• [PROVIDED MATERIAL]
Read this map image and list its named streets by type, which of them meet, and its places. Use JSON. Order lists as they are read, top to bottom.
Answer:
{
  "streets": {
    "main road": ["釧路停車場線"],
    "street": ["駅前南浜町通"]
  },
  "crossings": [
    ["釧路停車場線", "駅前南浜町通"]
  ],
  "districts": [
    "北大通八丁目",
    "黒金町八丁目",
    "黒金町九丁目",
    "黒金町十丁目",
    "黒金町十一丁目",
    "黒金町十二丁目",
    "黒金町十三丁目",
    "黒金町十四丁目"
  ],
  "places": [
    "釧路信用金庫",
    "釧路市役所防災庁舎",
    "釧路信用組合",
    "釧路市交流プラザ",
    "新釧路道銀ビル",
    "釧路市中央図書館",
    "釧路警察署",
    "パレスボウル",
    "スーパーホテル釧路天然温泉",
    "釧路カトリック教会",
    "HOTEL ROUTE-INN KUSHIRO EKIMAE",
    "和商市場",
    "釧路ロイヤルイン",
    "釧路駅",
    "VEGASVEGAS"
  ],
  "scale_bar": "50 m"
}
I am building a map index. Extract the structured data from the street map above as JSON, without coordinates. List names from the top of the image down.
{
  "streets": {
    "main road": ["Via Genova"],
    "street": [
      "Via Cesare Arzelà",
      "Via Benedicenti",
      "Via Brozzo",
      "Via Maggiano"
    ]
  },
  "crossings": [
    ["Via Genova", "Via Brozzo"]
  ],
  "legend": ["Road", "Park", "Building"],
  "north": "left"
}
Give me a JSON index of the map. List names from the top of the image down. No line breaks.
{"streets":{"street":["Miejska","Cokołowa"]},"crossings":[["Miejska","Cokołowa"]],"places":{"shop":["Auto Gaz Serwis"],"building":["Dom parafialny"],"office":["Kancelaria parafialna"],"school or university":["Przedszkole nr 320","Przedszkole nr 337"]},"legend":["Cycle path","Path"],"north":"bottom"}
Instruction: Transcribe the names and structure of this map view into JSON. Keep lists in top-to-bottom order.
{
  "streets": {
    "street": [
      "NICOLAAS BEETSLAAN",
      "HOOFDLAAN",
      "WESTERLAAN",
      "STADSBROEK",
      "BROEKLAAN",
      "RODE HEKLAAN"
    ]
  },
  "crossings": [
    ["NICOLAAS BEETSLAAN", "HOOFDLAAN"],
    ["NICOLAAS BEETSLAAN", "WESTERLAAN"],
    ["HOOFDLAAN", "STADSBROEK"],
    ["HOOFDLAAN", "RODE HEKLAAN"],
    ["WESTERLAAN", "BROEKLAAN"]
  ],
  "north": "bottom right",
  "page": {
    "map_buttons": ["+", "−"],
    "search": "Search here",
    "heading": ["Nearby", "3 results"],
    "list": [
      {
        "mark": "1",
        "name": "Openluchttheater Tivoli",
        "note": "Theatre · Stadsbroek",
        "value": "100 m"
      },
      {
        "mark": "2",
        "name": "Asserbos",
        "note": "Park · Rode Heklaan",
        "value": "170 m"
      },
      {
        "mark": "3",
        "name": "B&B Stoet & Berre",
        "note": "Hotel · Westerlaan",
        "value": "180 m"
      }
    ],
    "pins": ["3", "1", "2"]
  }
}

• [YOUR INSTRUCTIONS]
The complete set of entries above must be reproduced verbatim.

• [ANSWER TO THE PROBLEM]
Read this map image and list its named streets by type, which of them meet, and its places. Use JSON. Order lists as they are read, top to bottom.
Answer:
{
  "streets": {
    "main road": ["釧路停車場線"],
    "street": ["駅前南浜町通"]
  },
  "crossings": [
    ["釧路停車場線", "駅前南浜町通"]
  ],
  "districts": [
    "北大通八丁目",
    "黒金町八丁目",
    "黒金町九丁目",
    "黒金町十丁目",
    "黒金町十一丁目",
    "黒金町十二丁目",
    "黒金町十三丁目",
    "黒金町十四丁目"
  ],
  "places": [
    "釧路信用金庫",
    "釧路市役所防災庁舎",
    "釧路信用組合",
    "釧路市交流プラザ",
    "新釧路道銀ビル",
    "釧路市中央図書館",
    "釧路警察署",
    "パレスボウル",
    "スーパーホテル釧路天然温泉",
    "釧路カトリック教会",
    "HOTEL ROUTE-INN KUSHIRO EKIMAE",
    "和商市場",
    "釧路ロイヤルイン",
    "釧路駅",
    "VEGASVEGAS"
  ],
  "scale_bar": "50 m"
}
I am building a map index. Extract the structured data from the street map above as JSON, without coordinates. List names from the top of the image down.
{
  "streets": {
    "main road": ["Via Genova"],
    "street": [
      "Via Cesare Arzelà",
      "Via Benedicenti",
      "Via Brozzo",
      "Via Maggiano"
    ]
  },
  "crossings": [
    ["Via Genova", "Via Brozzo"]
  ],
  "legend": ["Road", "Park", "Building"],
  "north": "left"
}
Give me a JSON index of the map. List names from the top of the image down. No line breaks.
{"streets":{"street":["Miejska","Cokołowa"]},"crossings":[["Miejska","Cokołowa"]],"places":{"shop":["Auto Gaz Serwis"],"building":["Dom parafialny"],"office":["Kancelaria parafialna"],"school or university":["Przedszkole nr 320","Przedszkole nr 337"]},"legend":["Cycle path","Path"],"north":"bottom"}
Instruction: Transcribe the names and structure of this map view into JSON. Keep lists in top-to-bottom order.
{
  "streets": {
    "street": [
      "NICOLAAS BEETSLAAN",
      "HOOFDLAAN",
      "WESTERLAAN",
      "STADSBROEK",
      "BROEKLAAN",
      "RODE HEKLAAN"
    ]
  },
  "crossings": [
    ["NICOLAAS BEETSLAAN", "HOOFDLAAN"],
    ["NICOLAAS BEETSLAAN", "WESTERLAAN"],
    ["HOOFDLAAN", "STADSBROEK"],
    ["HOOFDLAAN", "RODE HEKLAAN"],
    ["WESTERLAAN", "BROEKLAAN"]
  ],
  "north": "bottom right",
  "page": {
    "map_buttons": ["+", "−"],
    "search": "Search here",
    "heading": ["Nearby", "3 results"],
    "list": [
      {
        "mark": "1",
        "name": "Openluchttheater Tivoli",
        "note": "Theatre · Stadsbroek",
        "value": "100 m"
      },
      {
        "mark": "2",
        "name": "Asserbos",
        "note": "Park · Rode Heklaan",
        "value": "170 m"
      },
      {
        "mark": "3",
        "name": "B&B Stoet & Berre",
        "note": "Hotel · Westerlaan",
        "value": "180 m"
      }
    ],
    "pins": ["3", "1", "2"]
  }
}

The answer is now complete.